Florida Gov. Ron DeSantis is pursuing a plan to protect residents from the environmental, social, and corporate governance (ESG) movement. The plan includes proposed new legislation for the 2023 legislative session as well as administrative action.
The ESG movement “threatens the vitality of the American economy and Americans’ economic freedom by targeting disfavored individuals and industries to advance a woke ideological agenda,” DeSantis said.
“The leveraging of corporate power to impose an ideological agenda on society represents an alarming trend,” DeSantis said when announcing the new plan Wednesday. “From Wall Street banks to massive asset managers and big tech companies, we have seen the corporate elite use their economic power to impose policies on the country that they could not achieve at the ballot box. Through the actions I announced today, we are protecting Floridians from woke capital and asserting the authority of our constitutional system over ideological corporate power.”
According to Robeco Institutional Asset Management B.V., “ESG funds are portfolios of equities and or bonds for which environmental, social and governance factors have been integrated into the investment process. … Environmental factors include the contribution a company or government makes to climate change through greenhouse gas emissions.”
Mastercard, for example, created a personalized carbon footprint tracker in collaboration with Swedish fintech Doconomy. The Mastercard Carbon Tracking product was created as an “easy-to-use API [that] allows financial institutions and merchants to embed carbon tracking inside their own digital products,” it states.
ESG, many argue, is based on the social credit score first established in China, which restricts citizens’ movements and freedoms based on their scores. When announcing the system, in 2014, the Chinese Communist Party said it was “an important component of the Socialist market economy system and the social governance system … keeping trust is glorious and breaking trust is disgraceful.”
“Trust” is defined by the Chinese government.
“China’s social credit system is an ambitious initiative to build a database that monitors individual, corporate, and government behavior across the country in real time. According to the Chinese government, the system will use big data to build a high-trust society where individuals and organizations follow the law,” China Briefing reports.
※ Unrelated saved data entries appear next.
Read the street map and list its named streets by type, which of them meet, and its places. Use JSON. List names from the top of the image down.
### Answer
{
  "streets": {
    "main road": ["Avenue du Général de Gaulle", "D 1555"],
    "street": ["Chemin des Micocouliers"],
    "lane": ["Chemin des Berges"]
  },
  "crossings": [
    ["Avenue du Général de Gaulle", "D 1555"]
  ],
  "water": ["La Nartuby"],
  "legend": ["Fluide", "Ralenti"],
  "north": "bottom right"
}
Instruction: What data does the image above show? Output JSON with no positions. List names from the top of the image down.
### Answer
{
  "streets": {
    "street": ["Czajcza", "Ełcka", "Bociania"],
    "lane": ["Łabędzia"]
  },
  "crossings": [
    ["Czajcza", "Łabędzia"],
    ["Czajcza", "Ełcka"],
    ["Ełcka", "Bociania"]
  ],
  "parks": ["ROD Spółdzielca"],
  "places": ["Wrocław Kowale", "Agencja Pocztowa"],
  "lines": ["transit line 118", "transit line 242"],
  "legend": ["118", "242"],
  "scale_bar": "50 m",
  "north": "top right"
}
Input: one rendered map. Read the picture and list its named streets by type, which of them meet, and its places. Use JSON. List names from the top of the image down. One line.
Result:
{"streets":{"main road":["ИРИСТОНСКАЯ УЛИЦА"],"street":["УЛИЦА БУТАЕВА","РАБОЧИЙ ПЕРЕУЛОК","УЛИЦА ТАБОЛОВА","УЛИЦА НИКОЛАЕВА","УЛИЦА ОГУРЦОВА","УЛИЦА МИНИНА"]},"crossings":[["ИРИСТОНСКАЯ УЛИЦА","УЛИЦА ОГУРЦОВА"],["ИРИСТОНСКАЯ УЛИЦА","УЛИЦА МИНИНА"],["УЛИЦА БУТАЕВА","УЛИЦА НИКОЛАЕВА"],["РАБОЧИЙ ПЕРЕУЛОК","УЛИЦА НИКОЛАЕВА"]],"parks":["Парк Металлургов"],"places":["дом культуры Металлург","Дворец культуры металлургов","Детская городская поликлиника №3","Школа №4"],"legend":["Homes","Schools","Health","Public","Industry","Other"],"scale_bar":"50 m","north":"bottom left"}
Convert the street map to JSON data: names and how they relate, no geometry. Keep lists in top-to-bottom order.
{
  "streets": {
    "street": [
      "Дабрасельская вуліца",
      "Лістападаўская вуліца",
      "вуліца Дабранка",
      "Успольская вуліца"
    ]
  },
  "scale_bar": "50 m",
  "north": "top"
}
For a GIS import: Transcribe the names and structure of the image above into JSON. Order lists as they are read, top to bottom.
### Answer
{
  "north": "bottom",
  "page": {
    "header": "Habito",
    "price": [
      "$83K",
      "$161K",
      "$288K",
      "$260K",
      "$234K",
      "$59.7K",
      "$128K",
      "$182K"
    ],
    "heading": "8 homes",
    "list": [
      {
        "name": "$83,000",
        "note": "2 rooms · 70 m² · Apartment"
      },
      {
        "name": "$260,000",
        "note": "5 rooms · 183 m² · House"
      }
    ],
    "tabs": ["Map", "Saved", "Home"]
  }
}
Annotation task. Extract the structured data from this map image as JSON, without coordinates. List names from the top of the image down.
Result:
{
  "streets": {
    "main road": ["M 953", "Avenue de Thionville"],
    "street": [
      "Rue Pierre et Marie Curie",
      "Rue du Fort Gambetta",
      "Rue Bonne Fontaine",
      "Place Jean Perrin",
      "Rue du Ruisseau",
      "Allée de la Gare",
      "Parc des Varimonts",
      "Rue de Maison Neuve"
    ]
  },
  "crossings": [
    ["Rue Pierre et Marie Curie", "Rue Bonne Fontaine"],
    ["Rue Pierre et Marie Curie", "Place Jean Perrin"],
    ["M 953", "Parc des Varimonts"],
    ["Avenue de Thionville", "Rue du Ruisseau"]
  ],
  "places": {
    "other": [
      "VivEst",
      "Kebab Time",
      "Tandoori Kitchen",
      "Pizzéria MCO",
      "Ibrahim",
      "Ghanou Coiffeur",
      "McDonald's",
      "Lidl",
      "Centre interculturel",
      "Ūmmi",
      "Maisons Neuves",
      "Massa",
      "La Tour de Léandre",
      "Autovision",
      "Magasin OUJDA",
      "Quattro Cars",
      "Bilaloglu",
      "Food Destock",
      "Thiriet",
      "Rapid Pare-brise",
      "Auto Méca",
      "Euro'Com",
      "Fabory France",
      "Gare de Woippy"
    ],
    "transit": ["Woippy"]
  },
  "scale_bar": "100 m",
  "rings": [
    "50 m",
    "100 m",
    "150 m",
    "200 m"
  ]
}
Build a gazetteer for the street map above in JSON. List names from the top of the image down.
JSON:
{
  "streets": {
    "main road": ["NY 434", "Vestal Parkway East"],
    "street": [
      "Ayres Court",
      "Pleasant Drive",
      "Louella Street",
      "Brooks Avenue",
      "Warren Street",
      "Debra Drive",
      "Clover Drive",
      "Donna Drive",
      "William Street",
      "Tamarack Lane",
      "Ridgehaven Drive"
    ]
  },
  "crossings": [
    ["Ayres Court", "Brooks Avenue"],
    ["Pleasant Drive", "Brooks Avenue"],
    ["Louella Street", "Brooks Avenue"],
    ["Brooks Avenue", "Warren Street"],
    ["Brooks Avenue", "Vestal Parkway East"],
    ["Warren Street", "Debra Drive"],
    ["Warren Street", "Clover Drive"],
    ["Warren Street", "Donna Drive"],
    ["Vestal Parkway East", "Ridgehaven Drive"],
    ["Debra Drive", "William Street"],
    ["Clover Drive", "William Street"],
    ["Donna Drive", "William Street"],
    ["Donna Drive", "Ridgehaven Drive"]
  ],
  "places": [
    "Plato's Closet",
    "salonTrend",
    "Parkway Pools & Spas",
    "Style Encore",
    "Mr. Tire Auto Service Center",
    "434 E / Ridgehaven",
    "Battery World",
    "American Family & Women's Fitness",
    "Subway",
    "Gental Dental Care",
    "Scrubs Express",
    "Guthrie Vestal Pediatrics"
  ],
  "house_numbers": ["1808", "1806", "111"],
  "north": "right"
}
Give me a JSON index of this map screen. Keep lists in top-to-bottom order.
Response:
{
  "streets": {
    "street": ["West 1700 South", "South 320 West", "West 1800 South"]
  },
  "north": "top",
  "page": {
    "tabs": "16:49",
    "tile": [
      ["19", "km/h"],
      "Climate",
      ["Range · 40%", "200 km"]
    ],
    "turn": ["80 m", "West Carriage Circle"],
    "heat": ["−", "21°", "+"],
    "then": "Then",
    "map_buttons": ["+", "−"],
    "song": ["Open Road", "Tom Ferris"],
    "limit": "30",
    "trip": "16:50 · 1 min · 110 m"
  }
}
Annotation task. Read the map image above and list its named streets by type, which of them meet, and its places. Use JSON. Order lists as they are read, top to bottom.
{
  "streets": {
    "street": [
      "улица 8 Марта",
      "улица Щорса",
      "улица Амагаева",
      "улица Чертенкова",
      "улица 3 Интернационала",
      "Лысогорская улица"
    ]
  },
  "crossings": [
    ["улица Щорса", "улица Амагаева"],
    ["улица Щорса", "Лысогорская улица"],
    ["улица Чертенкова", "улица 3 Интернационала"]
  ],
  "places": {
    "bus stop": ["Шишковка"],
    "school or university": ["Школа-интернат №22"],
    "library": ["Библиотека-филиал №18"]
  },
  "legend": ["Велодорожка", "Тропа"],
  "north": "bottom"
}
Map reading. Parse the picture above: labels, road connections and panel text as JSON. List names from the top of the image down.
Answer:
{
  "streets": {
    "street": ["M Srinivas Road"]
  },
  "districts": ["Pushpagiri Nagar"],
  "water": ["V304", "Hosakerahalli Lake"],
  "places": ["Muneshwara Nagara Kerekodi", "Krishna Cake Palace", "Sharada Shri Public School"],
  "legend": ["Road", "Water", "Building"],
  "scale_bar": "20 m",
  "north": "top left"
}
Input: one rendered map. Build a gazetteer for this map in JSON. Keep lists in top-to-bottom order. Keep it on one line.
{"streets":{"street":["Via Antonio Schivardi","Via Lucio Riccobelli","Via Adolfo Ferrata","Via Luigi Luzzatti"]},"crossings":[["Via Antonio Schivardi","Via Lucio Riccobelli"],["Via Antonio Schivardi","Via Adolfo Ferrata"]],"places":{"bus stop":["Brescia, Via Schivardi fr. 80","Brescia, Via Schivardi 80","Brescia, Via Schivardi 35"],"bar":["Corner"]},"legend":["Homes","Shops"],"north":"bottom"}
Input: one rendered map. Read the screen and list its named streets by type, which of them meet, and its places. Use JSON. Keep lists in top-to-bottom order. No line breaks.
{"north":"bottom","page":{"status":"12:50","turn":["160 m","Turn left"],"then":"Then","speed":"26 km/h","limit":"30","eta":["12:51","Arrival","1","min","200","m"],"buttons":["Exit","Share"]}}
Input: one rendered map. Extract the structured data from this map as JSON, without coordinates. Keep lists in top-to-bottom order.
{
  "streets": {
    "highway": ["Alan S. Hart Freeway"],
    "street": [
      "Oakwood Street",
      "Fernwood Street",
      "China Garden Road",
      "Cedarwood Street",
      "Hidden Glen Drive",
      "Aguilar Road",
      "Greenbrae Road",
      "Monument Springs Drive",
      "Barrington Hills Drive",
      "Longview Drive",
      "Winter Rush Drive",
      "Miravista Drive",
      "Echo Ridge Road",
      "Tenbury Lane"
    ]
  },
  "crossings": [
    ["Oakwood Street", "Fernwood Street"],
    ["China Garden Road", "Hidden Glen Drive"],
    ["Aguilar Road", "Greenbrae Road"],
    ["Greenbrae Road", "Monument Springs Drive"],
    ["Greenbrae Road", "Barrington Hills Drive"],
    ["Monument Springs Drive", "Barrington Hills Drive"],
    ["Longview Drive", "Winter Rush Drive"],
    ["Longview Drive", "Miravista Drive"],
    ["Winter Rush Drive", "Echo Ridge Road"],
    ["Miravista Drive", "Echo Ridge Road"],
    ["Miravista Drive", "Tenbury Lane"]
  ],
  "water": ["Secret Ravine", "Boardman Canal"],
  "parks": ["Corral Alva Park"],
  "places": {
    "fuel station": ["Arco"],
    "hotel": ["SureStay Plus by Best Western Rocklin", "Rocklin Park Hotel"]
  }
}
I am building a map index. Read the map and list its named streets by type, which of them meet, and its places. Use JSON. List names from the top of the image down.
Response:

Government authorities submit data on businesses directly through standard government inspections, which is integrated in the National Internet+ Monitoring System that analyzes the data to calculate ratings.
“Businesses are mostly assessed on standard regulatory and compliance criteria that they are already legally required to fulfill,” according to the report. “This includes paying taxes on time, holding requisite licenses, meeting product quality standards, and fulfilling environmental protection requirements,” among other industry-specific requirements.
In America, "woke elites use ESG investing to prop up far left policies, undermining our national security and raising prices for Americans," state House Speaker Designate Paul Renner said. The Florida House will fight “to stop woke financial titans who seek to dictate policy to Floridians regardless of our choices at the ballot box.”
The 2023 legislative proposal would prohibit big banks, credit card companies and money transmitters from discriminating against customers based on their religious, political, or social beliefs, which have been identified as contributing to the score.
It will also prohibit State Board of Administration (SBA) fund managers from considering ESG factors when investing state money and require SBA fund managers to only consider maximizing return on investment on behalf of Florida’s retirees.
The proposed bill also would amend Florida’s Deceptive and Unfair Trade Practices statute to prohibit discriminatory practices by large financial institutions based on ESG metrics. DeSantis argues the metrics are arbitrary, based on political affiliation, religious beliefs, industry engagement, and ESG benchmarks. Entities that violate Florida’s ban on ESG would be considered deceptive and engaging in unfair trade practices and be penalized, according to the law.
At the next State Board of Administration meeting, DeSantis said he’s also proposing an update to the fiduciary duties of the board’s investment fund managers to exclude ESG from the state’s investment management practices.
According to a fact sheet provided by the governor’s office, ESG investors “prioritize woke corporate ideals and non-financial factors as part of their investing process,” who are “corporate cartel elites who do not represent the will of the people, but rather their investment strategies on social causes and virtue signaling while driving up costs for consumers in the name of diversity and sidelining hardworking Americans by threatening their livelihoods.”